Me imagino que, cuando crezca y se haga niña y luego una señorita y finalmente una mujer en pleno derecho, la bebé Megan tendrá suficiente tiempo para evaluar la huella que este gobierno ha dejado en el país y acaso en su propia trayectoria vital. Megan no lo sabe ahora, pero el régimen ha resuelto hacer coincidir la fecha de su nacimiento con la fecha simbólica del nacimiento de la democracia. Vaya responsabilidad. Vaya paralelismo. La criatura, ahora reproducida infinitamente en cuñas de radio, gigantescas vallas al borde de las calles y carreteras, en tiernos y apastelados anuncios de televisión que se repiten decenas de veces cada hora es, pues, una suerte de encarnación de la pureza de un frágil sistema que, según sus insignes fundadores, acaba de ser traído al mundo para ser disfrutado por las generaciones bebés y las que aún esperan por ver el sol.

Seguramente duerme ahora Megan un sueño dulce y profundo, un sueño inocente y sereno, al contrario de la tambaleante democracia que acaba de nacer hace apenas tres años en el país, siempre según sus insignes fundadores y sobre todo según sus clarividentes publicistas y asesores de imagen, quienes han tenido la inspirada ocurrencia de relacionar el confuso motín del año 2010, que casi le cuesta la vida al presidente Correa, con el advenimiento de un sistema económico y social legítimo y la llegada al mundo de una nueva era y de una nueva generación de hombres y mujeres que, cara al sol –¡uy!-, pondrán el pecho día a día para sacar adelante a su república. Con esa retórica de clase de cívica. Con esa vacuidad propia de los nacionalismos a ultranza.

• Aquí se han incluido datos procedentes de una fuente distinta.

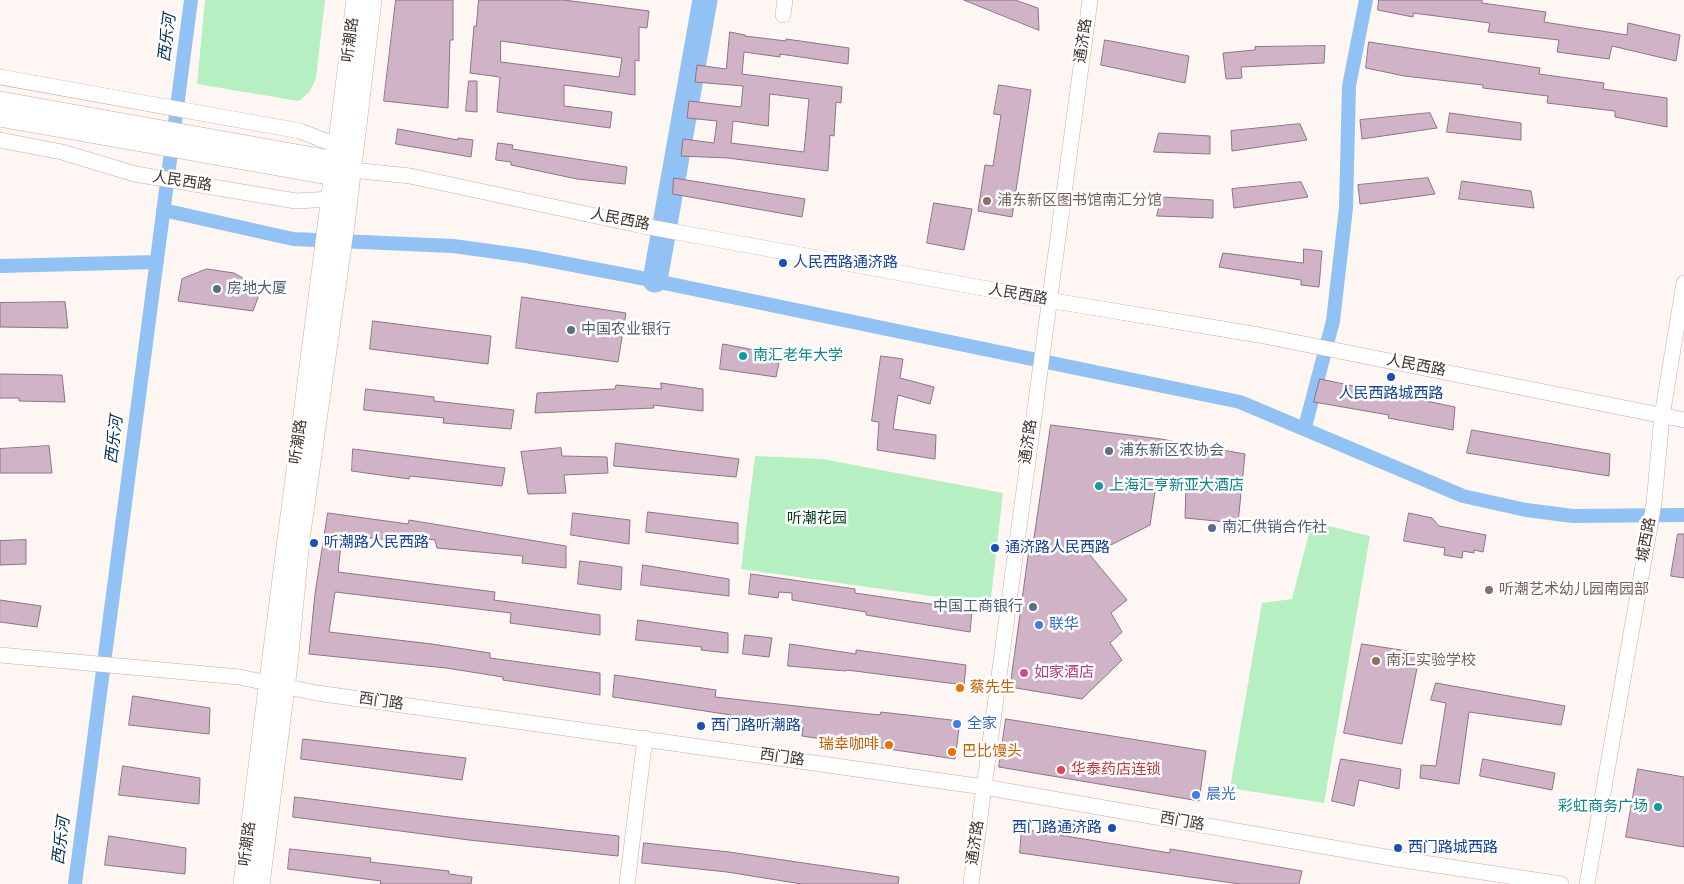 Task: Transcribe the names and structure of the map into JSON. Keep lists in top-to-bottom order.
{
  "streets": {
    "main road": ["听潮路", "人民西路"],
    "street": ["通济路", "城西路", "西门路"]
  },
  "crossings": [
    ["听潮路", "人民西路"],
    ["听潮路", "西门路"],
    ["通济路", "人民西路"],
    ["通济路", "西门路"],
    ["人民西路", "城西路"]
  ],
  "water": ["西乐河"],
  "parks": ["听潮花园"],
  "places": [
    "浦东新区图书馆南汇分馆",
    "人民西路通济路",
    "房地大厦",
    "中国农业银行",
    "南汇老年大学",
    "人民西路城西路",
    "浦东新区农协会",
    "上海汇亨新亚大酒店",
    "南汇供销合作社",
    "听潮路人民西路",
    "通济路人民西路",
    "听潮艺术幼儿园南园部",
    "中国工商银行",
    "联华",
    "南汇实验学校",
    "如家酒店",
    "蔡先生",
    "全家",
    "西门路听潮路",
    "瑞幸咖啡",
    "巴比馒头",
    "华泰药店连锁",
    "晨光",
    "彩虹商务广场",
    "西门路通济路",
    "西门路城西路"
  ]
}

Es probable que Megan se pregunte, ya niña o señorita o ya madre, quién sabe, cuál es la democracia que nació con ella. Megan se sentirá, entonces, acompañada de una hermana gemela que, en muchos casos, será la sombra de su universo social. A menos que sus padres, tan cívicos y revolucionarios y comprometidos, decidan dejarla en paz y alejarla de las luces de estudio y hacerla vivir sin semejante compañía.

Sea como fuere, y ya despojados de los fervores de un país que nunca ha encarado las consecuencias brutales de una polarización política a las que nos está llevando el recién nacido y tan fiable sistema democrático, Megan podrá sopesar si ser la cara de este gobierno es algo que le llena de orgullo o le avergüenza. Yo me temo que será más bien lo segundo, cuando ella pueda comprobar el resultado futuro de las acciones presentes de un régimen tan enamorado de los aforismos, de los gestos revolucionarios, de la informalidad de sus integrantes pero que, sin embargo, día a día, parece practicar lo contrario de lo que las canciones de tarima y los anuncios de televisión y las noticias neutrales de sus diarios cooptados afirman.

Megan no tuvo la suerte de tener una jueza llamada Hilda Garcés quien, legítimamente preocupada porque nadie puede consultar a una criatura de tres años si quiere salir al aire en la televisión, en las vallas y en los periódicos, podía haber puesto en entredicho la prudencia de su aparición masiva. Es probable que tampoco sepa qué fue del destino de los pueblos en aislamiento voluntario cuyo espacio vital ha sido reducido a conveniencia de los mapas de yacimientos petrolíferos. Y es más que probable que alguna vez se cruce en la calle con la otra bebé que aparece como sinónimo de la delicadeza con la que Petroamazonas librarará a este país de virtuosos y de trabajadores infatigables y de mayoría incorruptible, del azote de la pobreza, causada, seguramente, por un enemigo exógeno, llámese éste partidocracia o Estados Unidos.

Aun así, ojalá pueda darse cuenta de las diferencias tangibles entre una realidad creada a fuerza de repeticiones cansinas y una constatable en un país que parece estar pagando el impuesto al redentorismo de sus líderes, enamorados de sí mismos y de su poder y de las arengas recicladas de los años sesenta y setenta y del discurso revanchista y primario que apela a la identidad y, como si fuera poco, a la creación de un enemigo para legitimarse. Legitimarse como sea, además, incluso con la cara de una bebita.

Entonces Megan se verá a sí misma ya sin reflectores, en la noche de su cuarto, y quizá no se sienta tan bien del todo.